Los equipos tuvieron que proteger parcelas, almacenes y ganado, mientras el fuego avanzaba rápidamente hacia áreas habitadas. A pesar de la intervención de medios aéreos durante el día, la noche complicó las operaciones, obligando a trabajar solo con recursos terrestres en terrenos de difícil acceso. Este bombero, con años de servicio, calificó este verano como «el que más hemos trabajado con diferencia», y expresó su convicción de que hay una organización detrás: «Da la sensación de que hay alguna organización detrás. Parece organizado para atacar zonas cercanas a la población. Y con el cambio de viento, la situación se complica aún más: lo que crees que está protegido puede prender de nuevo en minutos».

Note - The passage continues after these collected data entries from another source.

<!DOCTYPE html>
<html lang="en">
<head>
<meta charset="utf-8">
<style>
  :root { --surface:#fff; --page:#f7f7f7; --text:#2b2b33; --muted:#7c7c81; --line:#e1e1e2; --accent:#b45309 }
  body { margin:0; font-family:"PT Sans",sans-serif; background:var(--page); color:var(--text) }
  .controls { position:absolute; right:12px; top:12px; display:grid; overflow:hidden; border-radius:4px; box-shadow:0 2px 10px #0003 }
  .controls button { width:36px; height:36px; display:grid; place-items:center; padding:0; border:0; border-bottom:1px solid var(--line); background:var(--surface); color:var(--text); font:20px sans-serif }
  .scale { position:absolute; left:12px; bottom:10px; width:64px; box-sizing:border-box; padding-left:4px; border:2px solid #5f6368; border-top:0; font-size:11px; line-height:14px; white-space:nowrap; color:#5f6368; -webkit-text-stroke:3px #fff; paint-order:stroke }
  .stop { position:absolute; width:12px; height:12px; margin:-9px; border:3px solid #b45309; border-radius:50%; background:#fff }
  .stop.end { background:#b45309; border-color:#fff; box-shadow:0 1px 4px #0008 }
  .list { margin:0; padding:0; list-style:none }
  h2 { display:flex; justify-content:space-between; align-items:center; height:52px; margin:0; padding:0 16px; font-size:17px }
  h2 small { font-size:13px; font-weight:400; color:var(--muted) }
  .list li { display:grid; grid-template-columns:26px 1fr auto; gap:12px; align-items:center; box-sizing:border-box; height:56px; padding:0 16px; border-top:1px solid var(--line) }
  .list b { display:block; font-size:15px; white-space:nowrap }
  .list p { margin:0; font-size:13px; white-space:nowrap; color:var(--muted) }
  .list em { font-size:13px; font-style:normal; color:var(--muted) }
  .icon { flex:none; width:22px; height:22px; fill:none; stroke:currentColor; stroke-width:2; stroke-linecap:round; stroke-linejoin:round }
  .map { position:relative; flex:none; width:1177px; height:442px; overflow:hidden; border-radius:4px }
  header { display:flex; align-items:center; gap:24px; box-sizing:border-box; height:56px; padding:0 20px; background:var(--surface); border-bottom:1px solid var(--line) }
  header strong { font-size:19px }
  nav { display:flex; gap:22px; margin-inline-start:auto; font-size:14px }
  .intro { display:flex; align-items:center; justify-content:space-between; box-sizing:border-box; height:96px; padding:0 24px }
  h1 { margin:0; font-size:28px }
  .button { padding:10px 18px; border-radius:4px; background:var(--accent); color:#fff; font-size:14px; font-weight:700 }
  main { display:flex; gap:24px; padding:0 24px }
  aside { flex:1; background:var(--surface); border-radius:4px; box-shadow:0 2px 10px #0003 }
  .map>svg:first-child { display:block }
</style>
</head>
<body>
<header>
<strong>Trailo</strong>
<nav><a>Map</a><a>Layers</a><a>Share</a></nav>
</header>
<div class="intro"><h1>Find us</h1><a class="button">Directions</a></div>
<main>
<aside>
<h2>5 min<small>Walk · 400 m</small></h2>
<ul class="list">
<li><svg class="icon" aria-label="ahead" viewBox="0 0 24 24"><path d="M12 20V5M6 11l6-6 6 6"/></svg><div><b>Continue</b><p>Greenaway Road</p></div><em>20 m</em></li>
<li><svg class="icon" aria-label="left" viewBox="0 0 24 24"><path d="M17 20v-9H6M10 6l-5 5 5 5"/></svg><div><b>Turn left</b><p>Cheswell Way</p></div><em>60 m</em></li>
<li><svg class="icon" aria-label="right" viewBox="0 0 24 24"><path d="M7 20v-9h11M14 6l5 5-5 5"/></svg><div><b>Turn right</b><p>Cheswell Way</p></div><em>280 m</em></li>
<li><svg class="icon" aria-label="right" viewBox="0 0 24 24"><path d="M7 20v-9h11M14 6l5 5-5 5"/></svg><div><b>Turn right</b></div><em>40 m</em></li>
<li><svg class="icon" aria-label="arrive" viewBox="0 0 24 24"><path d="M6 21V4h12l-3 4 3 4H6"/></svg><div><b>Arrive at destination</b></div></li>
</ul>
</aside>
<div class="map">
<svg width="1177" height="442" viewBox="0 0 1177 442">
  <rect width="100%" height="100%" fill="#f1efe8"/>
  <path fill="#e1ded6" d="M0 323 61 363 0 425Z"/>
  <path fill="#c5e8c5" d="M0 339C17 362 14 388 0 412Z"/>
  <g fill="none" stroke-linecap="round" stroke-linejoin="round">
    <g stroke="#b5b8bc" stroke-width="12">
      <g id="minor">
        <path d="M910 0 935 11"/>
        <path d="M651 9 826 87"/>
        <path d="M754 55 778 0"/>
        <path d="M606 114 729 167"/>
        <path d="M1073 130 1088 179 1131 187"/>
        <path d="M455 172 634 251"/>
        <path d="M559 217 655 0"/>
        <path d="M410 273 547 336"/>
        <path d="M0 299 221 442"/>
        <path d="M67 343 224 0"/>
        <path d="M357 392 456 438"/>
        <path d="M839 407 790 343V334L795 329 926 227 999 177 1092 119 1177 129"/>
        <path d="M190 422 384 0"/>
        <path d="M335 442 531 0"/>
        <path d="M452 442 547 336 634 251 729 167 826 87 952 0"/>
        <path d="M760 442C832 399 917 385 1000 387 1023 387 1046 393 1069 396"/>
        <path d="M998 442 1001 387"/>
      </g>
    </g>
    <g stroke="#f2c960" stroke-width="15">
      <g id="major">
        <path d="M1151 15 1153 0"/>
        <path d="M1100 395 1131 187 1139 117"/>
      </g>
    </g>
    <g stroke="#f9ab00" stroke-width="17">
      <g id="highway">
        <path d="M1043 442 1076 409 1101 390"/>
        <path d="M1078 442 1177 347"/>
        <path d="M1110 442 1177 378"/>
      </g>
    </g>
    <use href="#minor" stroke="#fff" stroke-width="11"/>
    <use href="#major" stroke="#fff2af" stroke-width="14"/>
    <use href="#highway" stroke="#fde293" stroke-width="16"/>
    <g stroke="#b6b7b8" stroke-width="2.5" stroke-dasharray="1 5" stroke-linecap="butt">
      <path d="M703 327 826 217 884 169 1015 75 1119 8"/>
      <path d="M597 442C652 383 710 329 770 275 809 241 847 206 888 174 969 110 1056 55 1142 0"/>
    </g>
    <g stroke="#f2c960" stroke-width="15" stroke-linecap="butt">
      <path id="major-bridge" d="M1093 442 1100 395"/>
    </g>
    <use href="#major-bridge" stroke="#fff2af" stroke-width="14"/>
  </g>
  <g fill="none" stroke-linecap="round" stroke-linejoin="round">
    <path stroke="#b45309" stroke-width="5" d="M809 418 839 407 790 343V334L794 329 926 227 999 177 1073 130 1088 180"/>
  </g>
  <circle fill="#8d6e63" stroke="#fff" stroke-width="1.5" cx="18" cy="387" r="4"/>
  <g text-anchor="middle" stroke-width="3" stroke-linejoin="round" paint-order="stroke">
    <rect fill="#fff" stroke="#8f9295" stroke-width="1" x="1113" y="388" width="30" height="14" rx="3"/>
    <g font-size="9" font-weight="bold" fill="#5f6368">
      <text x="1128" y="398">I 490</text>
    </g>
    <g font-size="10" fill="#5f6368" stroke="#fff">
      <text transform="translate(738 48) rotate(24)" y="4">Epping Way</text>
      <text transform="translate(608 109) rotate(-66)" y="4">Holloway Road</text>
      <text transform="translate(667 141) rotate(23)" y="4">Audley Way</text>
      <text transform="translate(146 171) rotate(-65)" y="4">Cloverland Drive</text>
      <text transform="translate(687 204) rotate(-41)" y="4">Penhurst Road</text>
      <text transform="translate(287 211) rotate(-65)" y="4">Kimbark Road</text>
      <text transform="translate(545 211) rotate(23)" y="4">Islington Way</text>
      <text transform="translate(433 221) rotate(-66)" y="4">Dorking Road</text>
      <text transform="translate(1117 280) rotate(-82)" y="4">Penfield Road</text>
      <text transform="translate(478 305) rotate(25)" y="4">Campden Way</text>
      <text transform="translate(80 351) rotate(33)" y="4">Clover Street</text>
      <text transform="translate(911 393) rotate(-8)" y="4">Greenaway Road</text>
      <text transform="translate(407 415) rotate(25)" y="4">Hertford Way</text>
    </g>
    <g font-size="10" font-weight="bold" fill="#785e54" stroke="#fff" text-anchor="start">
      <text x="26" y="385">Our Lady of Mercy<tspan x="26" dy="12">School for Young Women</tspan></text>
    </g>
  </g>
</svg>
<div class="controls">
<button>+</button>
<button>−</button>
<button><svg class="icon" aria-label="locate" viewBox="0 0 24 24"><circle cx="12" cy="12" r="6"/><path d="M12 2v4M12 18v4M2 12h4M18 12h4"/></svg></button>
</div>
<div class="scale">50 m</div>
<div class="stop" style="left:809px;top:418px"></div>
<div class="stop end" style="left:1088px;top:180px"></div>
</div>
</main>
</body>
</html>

Estos incendios no solo han quemado hectáreas de terreno, sino que han amenazado directamente la seguridad de las comunidades, recordando el modus operandi visto en otros desastres recientes en España, donde el objetivo parece ser maximizar el impacto humano y económico.
La similitud con las riadas de Valencia es inquietante. En aquel episodio, las inundaciones causaron decenas de víctimas y destrucción masiva, con acusaciones de negligencia o incluso intencionalidad en la gestión de presas y alertas, todo ello orientado a agravar el daño en zonas densamente pobladas. Ahora, en Toledo, los bomberos apuntan a un escenario similar: fuegos provocados en puntos estratégicos para forzar evacuaciones, sobrecargar recursos y generar pánico.
Y no olvidemos a todos los animales que mueren atrapados en el fuego, sin salida y con una agonía muy dolorosa.
Cuantos criminales hay en este país. No solo los políticos, sino los que ejecutan las órdenes de esos políticos siervos del poder globalista más criminal que jamás ha existido.